Data segment:

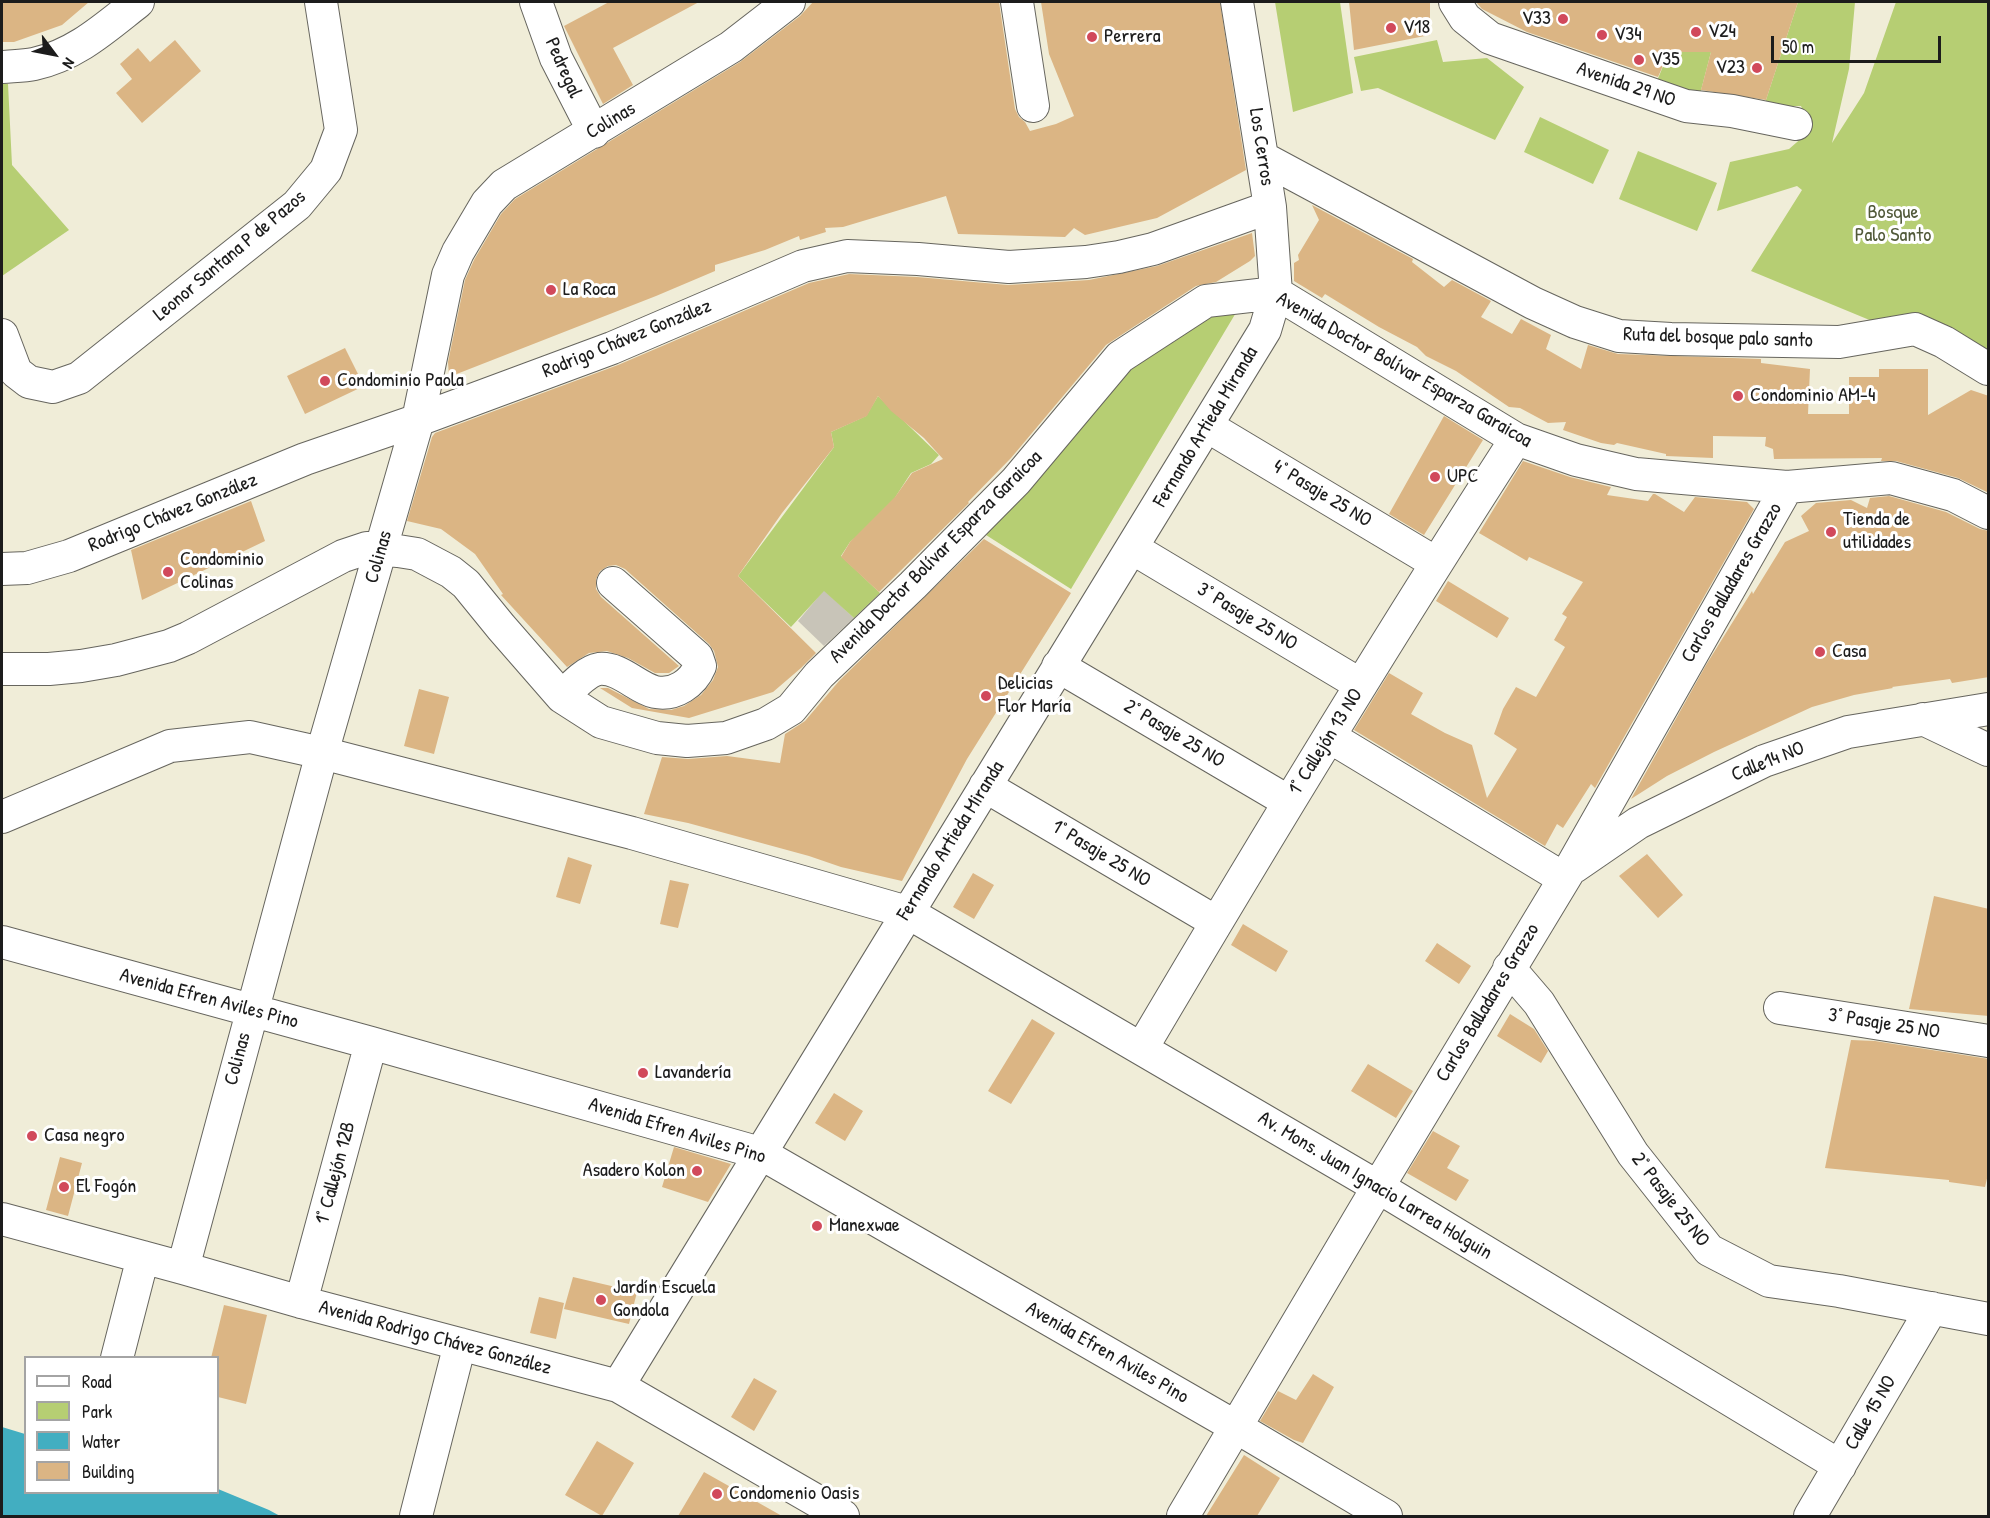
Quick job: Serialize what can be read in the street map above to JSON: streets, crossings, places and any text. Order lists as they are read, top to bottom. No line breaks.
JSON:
{"streets":{"street":["Pedregal","Avenida 29 NO","Colinas","Los Cerros","Leonor Santana P de Pazos","Ruta del bosque palo santo","Rodrigo Chávez González","Avenida Doctor Bolívar Esparza Garaicoa","Fernando Artieda Miranda","4° Pasaje 25 NO","Carlos Balladares Grazzo","3° Pasaje 25 NO","2° Pasaje 25 NO","1° Callejón 13 NO","Calle14 NO","1° Pasaje 25 NO","Avenida Efren Aviles Pino","1° Callejón 12B","Av. Mons. Juan Ignacio Larrea Holguin","Avenida Rodrigo Chávez González","Calle 15 NO"]},"crossings":[["Pedregal","Colinas"],["Colinas","Rodrigo Chávez González"],["Colinas","Avenida Doctor Bolívar Esparza Garaicoa"],["Colinas","Avenida Efren Aviles Pino"],["Colinas","Av. Mons. Juan Ignacio Larrea Holguin"],["Colinas","Avenida Rodrigo Chávez González"],["Los Cerros","Ruta del bosque palo santo"],["Los Cerros","Rodrigo Chávez González"],["Los Cerros","Avenida Doctor Bolívar Esparza Garaicoa"],["Los Cerros","Fernando Artieda Miranda"],["Avenida Doctor Bolívar Esparza Garaicoa","Fernando Artieda Miranda"],["Avenida Doctor Bolívar Esparza Garaicoa","Carlos Balladares Grazzo"],["Avenida Doctor Bolívar Esparza Garaicoa","1° Callejón 13 NO"],["Fernando Artieda Miranda","4° Pasaje 25 NO"],["Fernando Artieda Miranda","3° Pasaje 25 NO"],["Fernando Artieda Miranda","2° Pasaje 25 NO"],["Fernando Artieda Miranda","1° Pasaje 25 NO"],["Fernando Artieda Miranda","Avenida Efren Aviles Pino"],["Fernando Artieda Miranda","Av. Mons. Juan Ignacio Larrea Holguin"],["Fernando Artieda Miranda","Avenida Rodrigo Chávez González"],["4° Pasaje 25 NO","1° Callejón 13 NO"],["Carlos Balladares Grazzo","2° Pasaje 25 NO"],["Carlos Balladares Grazzo","Calle14 NO"],["Carlos Balladares Grazzo","Avenida Efren Aviles Pino"],["Carlos Balladares Grazzo","Av. Mons. Juan Ignacio Larrea Holguin"],["3° Pasaje 25 NO","1° Callejón 13 NO"],["2° Pasaje 25 NO","1° Callejón 13 NO"],["2° Pasaje 25 NO","Calle 15 NO"],["1° Callejón 13 NO","1° Pasaje 25 NO"],["1° Callejón 13 NO","Av. Mons. Juan Ignacio Larrea Holguin"],["Avenida Efren Aviles Pino","1° Callejón 12B"],["1° Callejón 12B","Avenida Rodrigo Chávez González"],["Av. Mons. Juan Ignacio Larrea Holguin","Calle 15 NO"]],"parks":["Bosque Palo Santo"],"places":["V33","V18","V24","V34","Perrera","V35","V23","La Roca","Condominio Paola","Condominio AM-4","UPC","Tienda de utilidades","Condominio Colinas","Casa","Delicias Flor María","Lavandería","Casa negro","Asadero Kolon","El Fogón","Manexwae","Jardín Escuela Gondola","Condomenio Oasis"],"legend":["Road","Park","Water","Building"],"scale_bar":"50 m","north":"bottom right"}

Problem requirements: Isolate the lines above that contain the word "JSON" and copy them.

Result below:
Quick job: Serialize what can be read in the street map above to JSON: streets, crossings, places and any text. Order lists as they are read, top to bottom. No line breaks.
JSON:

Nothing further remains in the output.